Our little group here in the woods consists of four people. As I’ve been watching the various conversations develop, I’ve been observing how the social dynamics change, depending upon who is or isn’t present in any particular discussion.
Counting all the possibilities, I see that there are eleven possible conversational groupings among four people: (1,2) (1,3) (1,4) (2,3) (2,4) (3,4) (1,2,3) (1,2,4) (1,3,4) (2,3,4) (1,2,3,4).
Between any two people there is only one possible set of groupings, and between any three people there are four: (1,2) (1,3) (2,3) (1,2,3).
There turns out to be a simple formula based on the number of people, which is how I know that for five people there are 26 possible conversational groups, for six people there are 57, and for seven people there are 120. **
I will leave it up to you to figure out what the formula is.
** My original post contained typos for some of these numbers, which Sharon and Logan kindly corrected.
Why am I getting 26 for 5 people and 57 for 6?

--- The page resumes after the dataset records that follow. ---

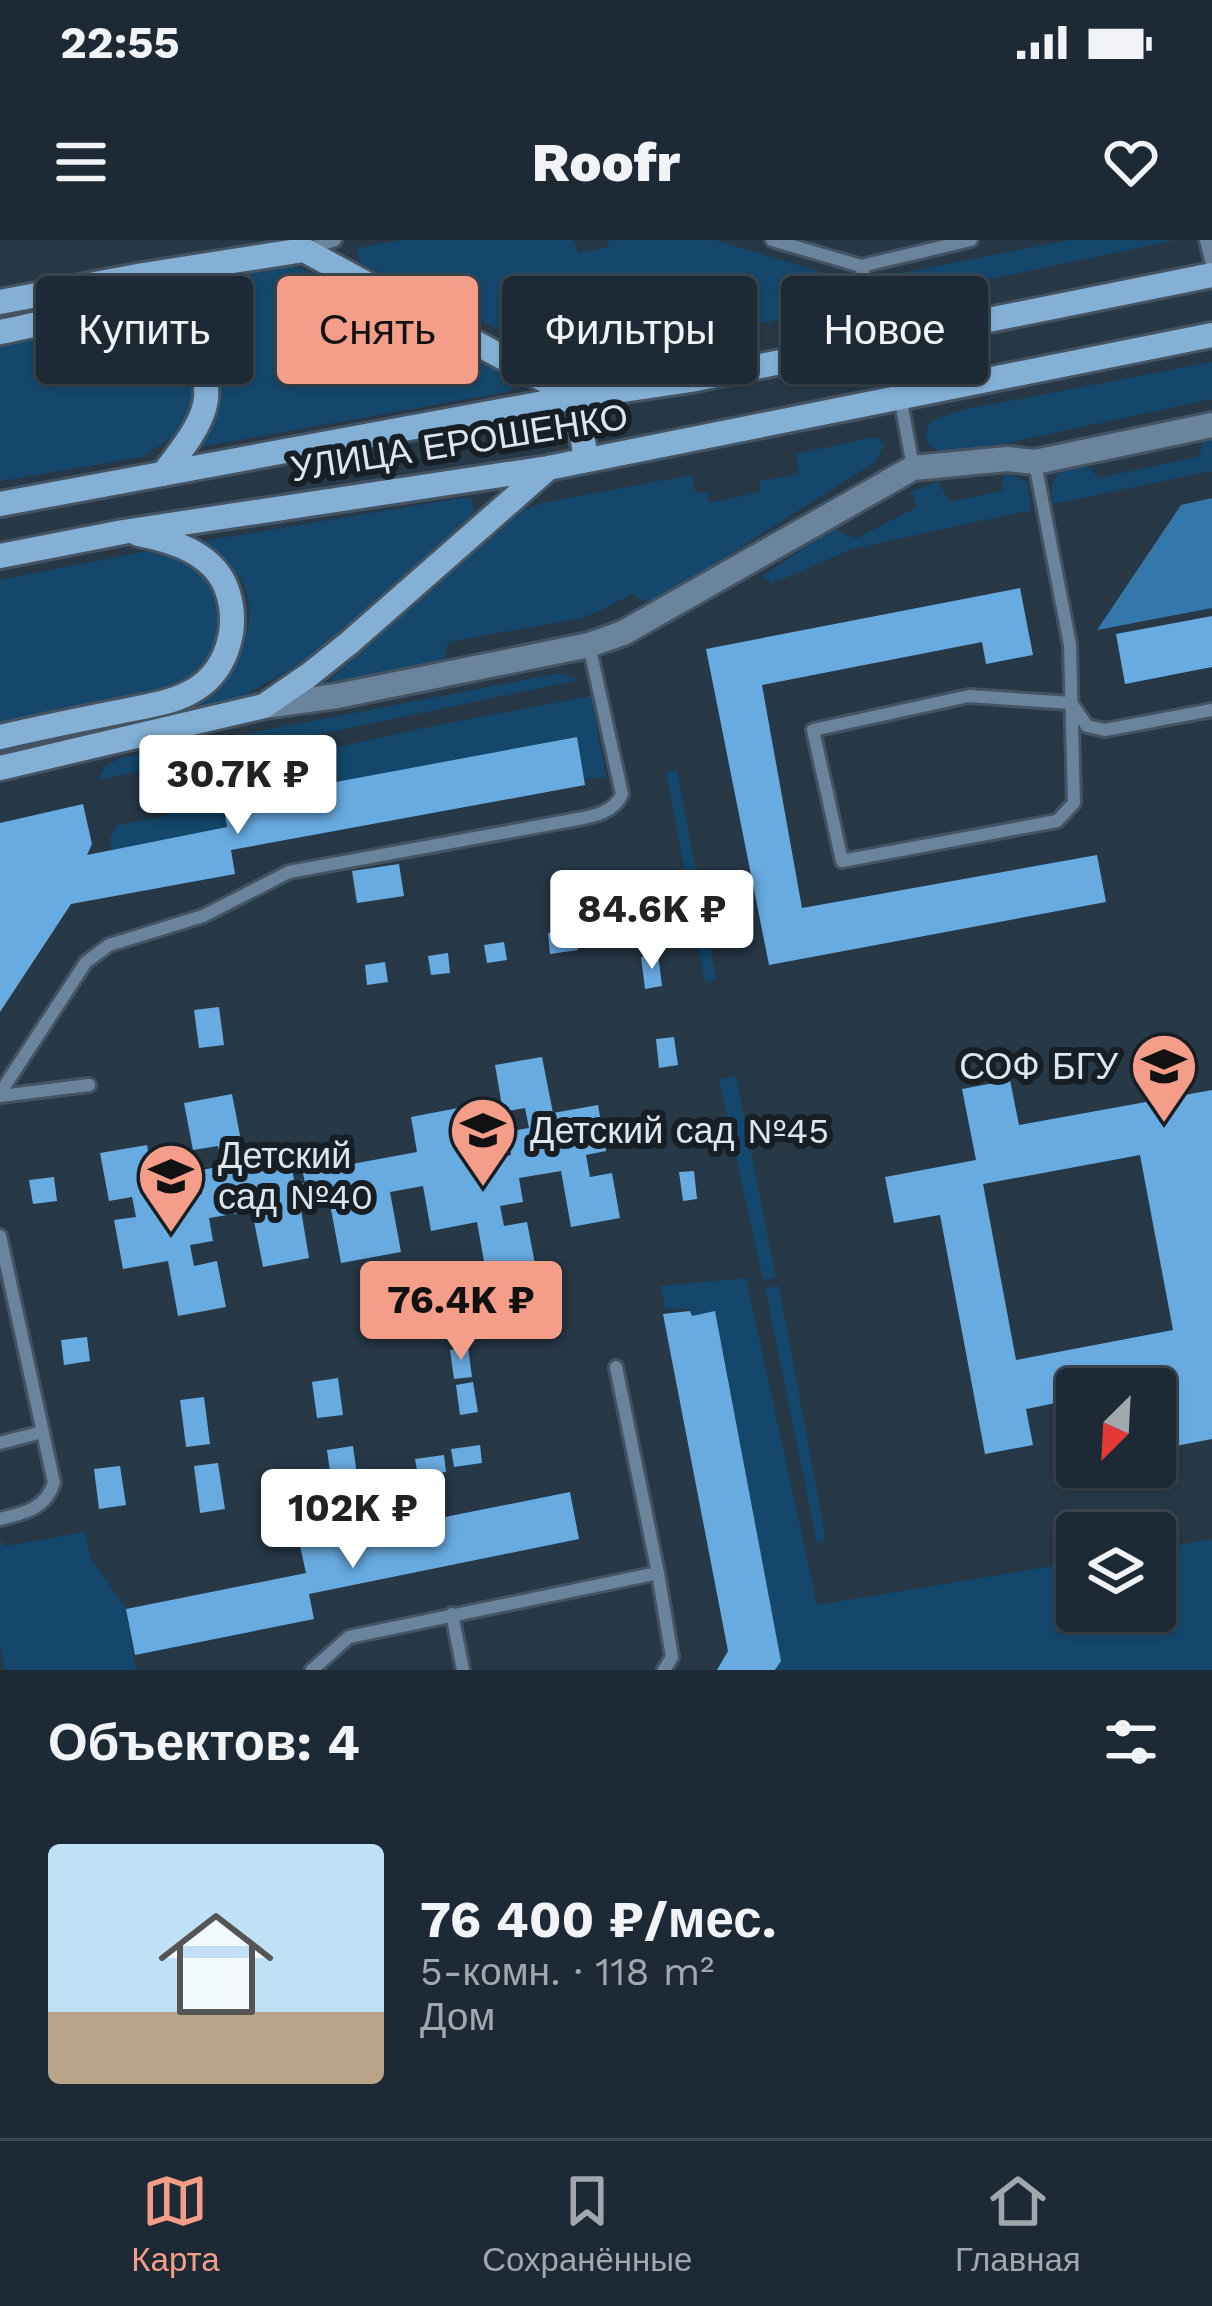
<!DOCTYPE html>
<html lang="ru">
<head>
<meta charset="utf-8">
<style>
  :root { --surface:#1d2a35; --page:#2a3641; --text:#f1f3f6; --muted:#a0a7ad; --line:#3b4650; --accent:#f49e89 }
  body { margin:0; font-family:"Work Sans",sans-serif; background:var(--page); color:var(--text); height:100vh; display:flex; flex-direction:column; font-size:45px; white-space:nowrap }
  * { box-sizing:border-box; margin:0 }
  p { font-size:39px; color:var(--muted) }
  .icon { flex:none; width:66px; height:66px; fill:none; stroke:currentColor; stroke-width:2; stroke-linecap:round; stroke-linejoin:round }
  .map { position:relative; height:1430px; overflow:hidden }
  .drawer { display:flex; flex-direction:column; background:var(--surface); flex:1 }
  .drawer>* { flex:none }
  .top-card { position:absolute; left:36px; top:36px; width:1140px; height:108px; display:flex; gap:24px }
  .needle { width:78px; rotate:204deg }
  .controls { position:absolute; left:1056px; top:1128px; display:grid; gap:24px }
  .controls a { display:grid; place-items:center; width:120px; height:120px; border-radius:12px; background:var(--surface); box-shadow:0 3px 9px #0004,0 0 0 3px var(--line); font-size:60px }
  .price { position:absolute; translate:-50% -102px; padding:0 27px; border-radius:12px; background:#fff; color:#222; font-size:39px; line-height:78px; filter:drop-shadow(0 3px 6px #0008) }
  .price::after { content:''; position:absolute; left:50%; top:72px; width:36px; height:27px; margin-left:-18px; background:inherit; clip-path:polygon(0 0,100% 0,50% 100%) }
  .price.active { background:var(--accent); color:#111 }
  ul { padding:0; list-style:none }
  li { display:flex; align-items:center; gap:36px; height:300px; padding:0 48px }
  li span { display:grid; place-items:center; flex:none; width:336px; height:240px; border-radius:12px; color:#555 }
  li>.icon { margin-inline-start:auto }
  span .icon { width:144px; height:144px; fill:#fffc; stroke-width:1 }
  li b { font-size:51px }
  h2 { display:flex; justify-content:space-between; align-items:center; height:144px; padding:0 48px; font-size:51px }
  .chip { padding:0 42px; border-radius:12px; background:var(--surface); box-shadow:0 3px 9px #0004,0 0 0 3px var(--line); font-size:42px; line-height:108px }
  .chip.active { background:var(--accent); color:#111 }
  .status { display:flex; justify-content:space-between; align-items:center; height:84px; padding:0 60px; background:var(--surface); direction:ltr }
  .status svg { height:33px; fill:currentColor }
  header { display:flex; justify-content:space-between; align-items:center; height:156px; padding:0 48px; background:var(--surface); font-size:54px; font-weight:800 }
  .tab-bar { display:flex; justify-content:space-around; align-items:center; height:168px; border-top:3px solid var(--line); background:var(--surface); font-size:33px; color:var(--muted) }
  .tab-bar a { display:grid; justify-items:center; gap:6px }
  .tab-bar .active { color:var(--accent) }
  .map>svg:first-child { display:block }
  .green { fill:#14476b }
  .forest { fill:#3477aa }
  .building { fill:#68abe1; fill-rule:evenodd }
  .lines { fill:none; stroke-linecap:round; stroke-linejoin:round }
  .lane-casing { stroke:#445462; stroke-width:18 }
  .street-casing { stroke:#445462; stroke-width:30 }
  .secondary-casing { stroke:#445462; stroke-width:30 }
  .lane { stroke:#69849b; stroke-width:12 }
  .street { stroke:#69849b; stroke-width:24 }
  .secondary { stroke:#84b0d5; stroke-width:24 }
  .labels { text-anchor:middle; stroke-width:12; stroke-linejoin:round; paint-order:stroke }
  .street-label { font-size:36px; fill:#dbe6ef; stroke:#171f25 }
  .poi-label { font-size:36px; fill:#dbe6ef; stroke:#171f25; text-anchor:start }
</style>
</head>
<body>
<div class="status"><b>22:55</b><svg viewBox="0 0 49 12"><path d="M0 12V9h3v3zM5 12V6h3v6zM10 12V3h3v9zM15 12V0h3v12zM26 1h20v11H26zM47 4h2v5h-2z"/></svg></div>
<header><svg class="icon" aria-label="menu" viewBox="0 0 24 24"><path d="M4 6h16M4 12h16M4 18h16"/></svg>Roofr<svg class="icon" aria-label="heart" viewBox="0 0 24 24"><path d="M12 20l-8-8c-3-5 5-10 8-4 3-6 11-1 8 4z"/></svg></header>
<div class="map">
<svg width="1212" height="1430" viewBox="0 0 1212 1430">
  <rect width="100%" height="100%" fill="#273847"/>
  <path class="green" d="M402 0H574L578 13 609 7 608 0H715L837 37 846 49 847 59 842 66 833 69 566 122 360 23 357 8Z
    M1070 0H1176L905 57 893 56 887 51 886 39 896 34Z
    M292 25 327 39 515 137 518 143 515 148 507 152 200 207C207 192 221 170 219 153 216 112 177 79 150 52Z
    M108 80 130 84 172 110 194 138V169L176 195 142 217 0 241V102Z
    M1212 122V159L960 213 945 214 930 206 925 194 930 182 957 171Z
    M1212 193V231L1053 264C1048 236 1059 230 1083 221L1099 238 1200 216 1204 194Z
    M870 198H878L884 206 875 222 650 365 632 354 596 373 577 379 448 402 443 425 334 447 330 443 334 436 522 271 543 263 691 235 696 253 707 252 709 263 760 252V241L799 234 796 214Z
    M1004 230 1027 243 1031 270 852 309 772 344 763 336 833 288 855 299 917 267 912 251 938 242 950 262 1002 251Z
    M462 258H471L474 270 470 280 315 415 234 461 202 469 199 463C206 457 215 452 222 445 245 421 259 370 241 339 230 322 214 312 198 302Z
    M147 311C180 313 198 319 215 350 223 366 224 378 219 395 217 403 215 414 211 421 183 460 48 477 0 487V340Z
    M561 433 579 440 99 540 104 527 120 518Z
    M591 456 606 537 584 539 576 497 224 563 227 587 112 610 110 598 117 585 166 576 164 545 438 485Z
    M677 530 716 739 705 743 666 531Z
    M736 836 776 1038 763 1040 719 839Z
    M746 1038 817 1365 1077 1322V1371H1155V1309L1212 1299V1430H775L781 1421 715 1072 692 1076 690 1068 665 1069 661 1046Z
    M779 1046 826 1300 817 1303 765 1048Z
    M85 1292 90 1317 126 1369 136 1430H5L0 1404V1300L6 1306Z"/>
  <path class="forest" d="M1212 258V368L1097 390 1181 265Z"/>
  <path class="building" d="M1020 348 1033 415 986 424 982 402 762 445 802 668 1097 615 1106 662 769 725 706 409Z
    M1212 376V427L1125 444 1116 394Z
    M577 497 585 545 231 610 235 634 71 664 0 772V583L83 564 92 604 87 615 227 587 223 563Z
    M399 624 404 656 357 663 352 631Z
    M575 689 578 710 550 714 548 693Z
    M504 702 507 720 487 723 484 705Z
    M448 713 450 733 431 735 428 716Z
    M658 714 662 746 645 749 641 717Z
    M385 722 388 742 367 745 365 725Z
    M219 767 224 805 199 808 194 770Z
    M674 797 678 825 659 828 656 799Z
    M542 817 553 873 598 865 606 911 586 915 590 937 612 933 620 978 571 987 561 931 519 938 523 962 500 966 504 986 527 982 536 1029 487 1038 477 982 431 991 423 946 390 952 401 1012 341 1023 330 964 301 970 309 1018 263 1027 252 971 209 978 213 1001 190 1005 194 1026 217 1021 226 1067 178 1076 168 1021 123 1029 114 980 136 977 132 957 109 961 100 913 147 905 158 961 202 954 197 931 222 926 218 906 193 910 184 863 232 854 243 911 287 903 295 945 305 943 303 933 417 912 411 877 458 868 468 923 511 915 507 892 529 888 525 868 503 872 495 825Z
    M1010 840 1019 885 1212 850V1199L1155 1210V1149H1077V1181H1075L1071 1160 1026 1169 1033 1205 985 1214 940 975 894 983 885 937 976 920 962 849ZM1140 915 1173 1090 1016 1120 983 944Z
    M694 931 697 959 683 961 679 932Z
    M54 937 57 961 33 964 29 940Z
    M690 1071 692 1076 715 1071 781 1421 775 1430H717L728 1411 663 1074Z
    M87 1097 90 1121 64 1125 61 1100Z
    M468 1107 472 1137 454 1139 450 1110Z
    M338 1138 343 1175 317 1178 312 1142Z
    M473 1142 478 1172 460 1175 456 1145Z
    M204 1157 210 1204 186 1207 180 1160Z
    M480 1205 482 1223 454 1227 451 1209Z
    M353 1206 358 1243 332 1246 327 1210Z
    M444 1215 446 1232 418 1236 415 1219Z
    M218 1223 225 1269 200 1273 194 1226Z
    M120 1226 126 1265 99 1269 94 1229Z
    M570 1252 579 1299 309 1354 314 1379 135 1415 126 1369 306 1333 300 1306Z"/>
  <g class="lines">
    <defs>
      <path id="lane" d="M772 0 861 26 971 0
        M1206 0 1212 24
        M308 9 335 0
        M861 26 884 100
        M900 156 913 227
        M1035 223 1070 405 1074 563 1057 581 842 621 813 490 969 456 1071 463 1087 486 1105 490 1212 470
        M0 853 86 722 109 705 203 676 289 632 562 582C584 577 612 577 622 554L589 405
        M0 856 89 845
        M0 996 54 1243C45 1269 25 1273 0 1279
        M616 1127 658 1333 672 1417 664 1430
        M0 1203 42 1192
        M452 1374 463 1430
        M312 1430 349 1397 658 1333"/>
      <path id="street" d="M264 466 337 456 589 405 623 393 913 228 1007 219 1035 222 1212 185"/>
      <path id="secondary" d="M0 62 143 35 304 10 576 157
        M0 92C37 85 83 71 119 72 143 73 159 84 176 99 233 148 199 187 163 234
        M576 157 586 219
        M0 264 576 157 691 140 1212 35
        M0 316 123 292 548 228 1212 95
        M0 497C39 488 78 480 118 472 141 467 168 464 189 453 227 434 240 388 227 350 215 314 171 300 138 294
        M0 528 264 466 309 435 349 403 546 230"/>
    </defs>
    <use href="#lane" class="lane-casing"/>
    <use href="#street" class="street-casing"/>
    <use href="#secondary" class="secondary-casing"/>
    <use href="#lane" class="lane"/>
    <use href="#street" class="street"/>
    <use href="#secondary" class="secondary"/>
  </g>
  <defs>
    <symbol id="university-pin" viewBox="-11 -11 22 30"><path d="M0 17L-7.5 6A9.5 9.5 0 1 1 7.5 6Z" fill="#f49e89" stroke="#171f25"/><path d="M0-5L7-2L0 1L-7-2ZM-4 1L0 2.5L4 1V4Q0 6-4 4Z" fill="#111"/></symbol>
    <symbol id="school-pin" viewBox="-11 -11 22 30"><path d="M0 17L-7.5 6A9.5 9.5 0 1 1 7.5 6Z" fill="#f49e89" stroke="#171f25"/><path d="M0-5L7-2L0 1L-7-2ZM-4 1L0 2.5L4 1V4Q0 6-4 4Z" fill="#111"/></symbol>
  </defs>
  <g fill-rule="evenodd">
    <use href="#university-pin" x="1126" y="788" width="76" height="104"/>
    <use href="#school-pin" x="445" y="852" width="76" height="104"/>
    <use href="#school-pin" x="133" y="898" width="76" height="104"/>
  </g>
  <g class="labels">
    <g class="street-label">
      <text transform="translate(459 202) rotate(-9)" y="13">УЛИЦА ЕРОШЕНКО</text>
    </g>
    <g class="poi-label">
      <text x="1118" y="839" text-anchor="end">СОФ БГУ</text>
      <text x="530" y="903">Детский сад №45</text>
      <text x="218" y="928">Детский<tspan x="218" dy="41">сад №40</tspan></text>
    </g>
  </g>
</svg>
<div class="controls">
<a><svg class="needle" viewBox="-14 -14 28 28"><path d="M0-13l5 13h-10z" fill="#e53935"/><path d="M0 13l5-13h-10z" fill="#a0a7ad"/></svg></a>
<a><svg class="icon" aria-label="layers" viewBox="0 0 24 24"><path d="M12 4l9 5-9 5-9-5zM3 14l9 5 9-5"/></svg></a>
</div>
<b class="price" style="left:238px;top:597px">30.7K ₽</b>
<b class="price" style="left:652px;top:732px">84.6K ₽</b>
<b class="price active" style="left:461px;top:1123px">76.4K ₽</b>
<b class="price" style="left:353px;top:1331px">102K ₽</b>
<div class="top-card">
<a class="chip">Купить</a>
<a class="chip active">Снять</a>
<a class="chip">Фильтры</a>
<a class="chip">Новое</a>
</div>
</div>
<section class="drawer">
<h2>Объектов: 4<svg class="icon" aria-label="filters" viewBox="0 0 24 24"><path d="M4 7h16M4 17h16"/><circle cx="9" cy="7" r="2"/><circle cx="15" cy="17" r="2"/></svg></h2>
<ul>
<li><span style="background:linear-gradient(#bfe0f5 70%,#b9a48a 0)"><svg class="icon" aria-label="home" viewBox="0 0 24 24"><path d="M3 11l9-7 9 7M6 9v11h12V9"/></svg></span><div><b>76 400 ₽/мес.</b><p>5-комн. · 118 m²</p><p>Дом</p></div></li>
</ul>
</section>
<nav class="tab-bar">
<a class="active"><svg class="icon" aria-label="map" viewBox="0 0 24 24"><path d="M3 6l6-2 6 2 6-2v14l-6 2-6-2-6 2zM9 4v14M15 6v14"/></svg>Карта</a>
<a><svg class="icon" aria-label="saved" viewBox="0 0 24 24"><path d="M7 4h10v16l-5-4-5 4z"/></svg>Сохранённые</a>
<a><svg class="icon" aria-label="home" viewBox="0 0 24 24"><path d="M3 11l9-7 9 7M6 9v11h12V9"/></svg>Главная</a>
</nav>
</body>
</html>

http://www.wolframalpha.com/input/?i=2%5En-n-1+for+n%3D1+to+10
2^n (subsets) -n (no talking to yourself) -1 (if a conversation is held by no one does it really take place?)
I came about it from a less elegant approach than Adam, but it gives the same values:
n n
SUM (n choose k) = SUM (n!/k!(n-k)!
k=2 k=2
(that is, summing over all sizes of groups of at least 2, the number of ways to form a group of that size given n people).
However, both my formula and Adam’s give 26 for n = 5, and 57 for n = 6. Ken?
Yuck, that didn’t format well. The second formula is
n
SUM (n!/k!(n-k!))
k=2
@Logan: That’s funny, I must have made the same arithmetic errors when I checked my results. I definitely remember coming up with 47 (64-6 = 48 instead of 58).
Yes, Adam’s formulation — 2^n – n – 1 — is the one I was thinking of.
Thanks Sharon and Logan. I typed the original post too fast, and didn’t notice I had entered the wrong values. I’ve corrected the post so as not to completely confuse future readers.